Common Spotted Orchid seeds are so small that they don't contain the supply of nutrients that the seeds of other plants tend to hold. That means to survive they must fall near enough to their parent plant to latch on to its network of mycorrhizal fungi, which will then supply the necessary nutrients. Common Spotted Orchids can be seen in large dense colonies, but few of the individual plants will be more than a few centimetres from an older, more established plant.
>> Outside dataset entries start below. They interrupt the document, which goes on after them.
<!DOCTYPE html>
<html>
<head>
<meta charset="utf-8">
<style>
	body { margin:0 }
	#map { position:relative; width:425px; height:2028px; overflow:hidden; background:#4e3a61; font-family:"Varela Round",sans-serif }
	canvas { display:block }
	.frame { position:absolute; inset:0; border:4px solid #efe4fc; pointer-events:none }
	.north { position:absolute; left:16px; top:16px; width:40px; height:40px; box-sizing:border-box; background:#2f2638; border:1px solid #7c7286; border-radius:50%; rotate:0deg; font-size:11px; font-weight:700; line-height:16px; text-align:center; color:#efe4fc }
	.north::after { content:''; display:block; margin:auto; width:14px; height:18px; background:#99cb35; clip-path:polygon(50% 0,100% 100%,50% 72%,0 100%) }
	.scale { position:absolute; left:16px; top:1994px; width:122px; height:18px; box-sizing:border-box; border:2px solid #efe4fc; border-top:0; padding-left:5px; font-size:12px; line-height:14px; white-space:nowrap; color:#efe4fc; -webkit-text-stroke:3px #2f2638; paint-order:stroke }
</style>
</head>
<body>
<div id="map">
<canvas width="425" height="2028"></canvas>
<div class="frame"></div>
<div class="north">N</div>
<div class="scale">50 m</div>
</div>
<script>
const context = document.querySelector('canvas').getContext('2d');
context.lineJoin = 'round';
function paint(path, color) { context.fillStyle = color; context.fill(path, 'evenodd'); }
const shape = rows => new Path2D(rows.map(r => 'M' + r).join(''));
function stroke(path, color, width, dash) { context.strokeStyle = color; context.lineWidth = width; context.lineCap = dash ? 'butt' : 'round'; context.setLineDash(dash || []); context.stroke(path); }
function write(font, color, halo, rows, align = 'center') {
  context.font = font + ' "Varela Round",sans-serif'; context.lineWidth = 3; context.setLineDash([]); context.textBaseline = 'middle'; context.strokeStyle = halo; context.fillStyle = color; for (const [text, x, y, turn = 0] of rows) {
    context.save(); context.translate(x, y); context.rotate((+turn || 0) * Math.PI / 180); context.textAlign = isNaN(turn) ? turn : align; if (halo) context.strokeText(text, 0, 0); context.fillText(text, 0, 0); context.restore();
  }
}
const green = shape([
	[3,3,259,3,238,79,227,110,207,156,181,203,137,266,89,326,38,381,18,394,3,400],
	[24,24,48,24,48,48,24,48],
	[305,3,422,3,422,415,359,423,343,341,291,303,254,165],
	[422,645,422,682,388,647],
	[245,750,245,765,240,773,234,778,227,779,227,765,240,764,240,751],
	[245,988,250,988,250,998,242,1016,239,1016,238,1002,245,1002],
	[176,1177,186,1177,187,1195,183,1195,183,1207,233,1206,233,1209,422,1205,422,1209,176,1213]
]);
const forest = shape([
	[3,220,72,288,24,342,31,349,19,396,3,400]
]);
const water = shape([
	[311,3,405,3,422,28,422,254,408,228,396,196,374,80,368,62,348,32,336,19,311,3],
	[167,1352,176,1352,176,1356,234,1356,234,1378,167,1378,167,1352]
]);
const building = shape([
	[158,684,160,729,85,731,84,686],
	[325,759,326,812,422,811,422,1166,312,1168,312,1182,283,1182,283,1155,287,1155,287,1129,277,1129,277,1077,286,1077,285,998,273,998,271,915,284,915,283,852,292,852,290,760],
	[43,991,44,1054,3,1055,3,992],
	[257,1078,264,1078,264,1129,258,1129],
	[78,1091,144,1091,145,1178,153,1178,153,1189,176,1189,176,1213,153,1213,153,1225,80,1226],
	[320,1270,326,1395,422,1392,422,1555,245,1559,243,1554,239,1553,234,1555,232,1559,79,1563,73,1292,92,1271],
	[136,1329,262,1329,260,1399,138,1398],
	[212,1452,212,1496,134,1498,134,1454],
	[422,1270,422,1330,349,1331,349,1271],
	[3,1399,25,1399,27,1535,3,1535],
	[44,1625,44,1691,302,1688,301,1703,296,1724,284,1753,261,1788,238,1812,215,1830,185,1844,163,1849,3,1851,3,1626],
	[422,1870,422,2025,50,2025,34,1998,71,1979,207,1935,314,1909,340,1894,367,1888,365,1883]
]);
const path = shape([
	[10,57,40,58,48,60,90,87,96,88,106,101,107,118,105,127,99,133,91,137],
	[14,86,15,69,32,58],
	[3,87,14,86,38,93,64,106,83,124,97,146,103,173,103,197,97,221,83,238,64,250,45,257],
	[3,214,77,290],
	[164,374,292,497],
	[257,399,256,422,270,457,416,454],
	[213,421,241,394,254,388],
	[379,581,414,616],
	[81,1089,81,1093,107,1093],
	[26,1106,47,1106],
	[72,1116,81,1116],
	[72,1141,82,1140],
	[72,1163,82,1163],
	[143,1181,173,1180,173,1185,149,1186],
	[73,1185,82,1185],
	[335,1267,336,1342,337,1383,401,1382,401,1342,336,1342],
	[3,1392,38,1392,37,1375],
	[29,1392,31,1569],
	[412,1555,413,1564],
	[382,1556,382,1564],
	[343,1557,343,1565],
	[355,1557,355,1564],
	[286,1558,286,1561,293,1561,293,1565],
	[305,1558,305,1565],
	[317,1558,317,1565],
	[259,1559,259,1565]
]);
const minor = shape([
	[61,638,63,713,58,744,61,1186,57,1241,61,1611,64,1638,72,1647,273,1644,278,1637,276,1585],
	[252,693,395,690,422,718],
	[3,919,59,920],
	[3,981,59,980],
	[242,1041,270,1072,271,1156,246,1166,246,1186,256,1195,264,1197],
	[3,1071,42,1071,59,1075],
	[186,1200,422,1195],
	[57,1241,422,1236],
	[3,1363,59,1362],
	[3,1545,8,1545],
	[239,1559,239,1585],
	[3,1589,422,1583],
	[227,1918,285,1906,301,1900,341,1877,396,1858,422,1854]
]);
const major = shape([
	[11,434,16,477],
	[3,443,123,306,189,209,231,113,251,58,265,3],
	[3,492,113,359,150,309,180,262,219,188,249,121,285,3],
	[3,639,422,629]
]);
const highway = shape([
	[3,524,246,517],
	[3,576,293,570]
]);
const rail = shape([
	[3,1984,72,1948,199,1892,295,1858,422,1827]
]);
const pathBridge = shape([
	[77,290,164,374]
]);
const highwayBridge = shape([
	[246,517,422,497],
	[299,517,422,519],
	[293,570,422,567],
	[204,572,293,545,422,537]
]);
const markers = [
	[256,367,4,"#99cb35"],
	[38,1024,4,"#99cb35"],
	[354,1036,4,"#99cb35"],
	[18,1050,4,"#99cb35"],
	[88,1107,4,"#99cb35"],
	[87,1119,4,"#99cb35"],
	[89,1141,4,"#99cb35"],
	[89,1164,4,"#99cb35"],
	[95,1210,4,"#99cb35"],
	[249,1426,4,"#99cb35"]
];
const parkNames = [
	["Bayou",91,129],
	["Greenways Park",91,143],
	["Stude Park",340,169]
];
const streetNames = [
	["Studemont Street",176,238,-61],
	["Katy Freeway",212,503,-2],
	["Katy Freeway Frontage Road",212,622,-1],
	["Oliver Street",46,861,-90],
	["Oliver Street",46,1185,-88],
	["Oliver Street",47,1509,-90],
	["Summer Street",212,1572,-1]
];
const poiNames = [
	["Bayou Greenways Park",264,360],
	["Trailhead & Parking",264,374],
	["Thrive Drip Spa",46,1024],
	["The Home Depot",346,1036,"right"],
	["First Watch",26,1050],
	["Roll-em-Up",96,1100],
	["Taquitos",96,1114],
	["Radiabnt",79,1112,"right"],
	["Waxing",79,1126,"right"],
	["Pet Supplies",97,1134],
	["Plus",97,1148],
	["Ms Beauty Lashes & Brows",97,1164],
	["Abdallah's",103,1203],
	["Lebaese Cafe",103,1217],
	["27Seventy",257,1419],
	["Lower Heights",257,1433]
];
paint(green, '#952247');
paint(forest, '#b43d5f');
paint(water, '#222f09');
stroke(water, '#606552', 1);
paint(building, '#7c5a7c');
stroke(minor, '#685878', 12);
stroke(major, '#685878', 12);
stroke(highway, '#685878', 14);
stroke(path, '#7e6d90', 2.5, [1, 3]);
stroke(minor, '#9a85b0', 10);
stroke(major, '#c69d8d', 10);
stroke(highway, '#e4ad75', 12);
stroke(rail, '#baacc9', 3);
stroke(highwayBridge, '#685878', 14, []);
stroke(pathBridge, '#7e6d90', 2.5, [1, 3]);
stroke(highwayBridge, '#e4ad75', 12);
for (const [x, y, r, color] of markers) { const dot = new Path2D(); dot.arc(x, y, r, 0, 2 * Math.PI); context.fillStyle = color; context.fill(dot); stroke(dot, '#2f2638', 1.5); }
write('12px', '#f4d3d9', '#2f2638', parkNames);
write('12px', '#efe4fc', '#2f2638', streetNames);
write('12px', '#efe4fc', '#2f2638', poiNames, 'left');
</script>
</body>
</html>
Further Reading: Dactylorhiza fuchsii on Loire Valley Nature 

2 comments:

JGB said...

Indeed, and I use that fact every time I am asked whether it is possible to dig up and replant an orchid. Of course, the other arguments are used to - it's illegal, it's doomed to failure, it's growing where it wants to be, just admire it, it's not yours to take... and so on.
I read about the parental aid in various journals recently. I'd always known about the mycorrhiza being necessary for orchid germination, but this recent study is very interesting.

Susan said...

JGB: The link between mycorrhiza and orchids has been known since the ?19C (famous study of Birds-nest Orchid). So it is the specifics of this study which were interesting ie the strategy required for successful propagation. The mycorrhiza are clearly only in sufficient quantity/density around established plants and a seed falling too far from the parent plant is unlikely to land somewhere with mycorrhiza of the right sort or density for a new plant to germinate. It's a sort of closed circle.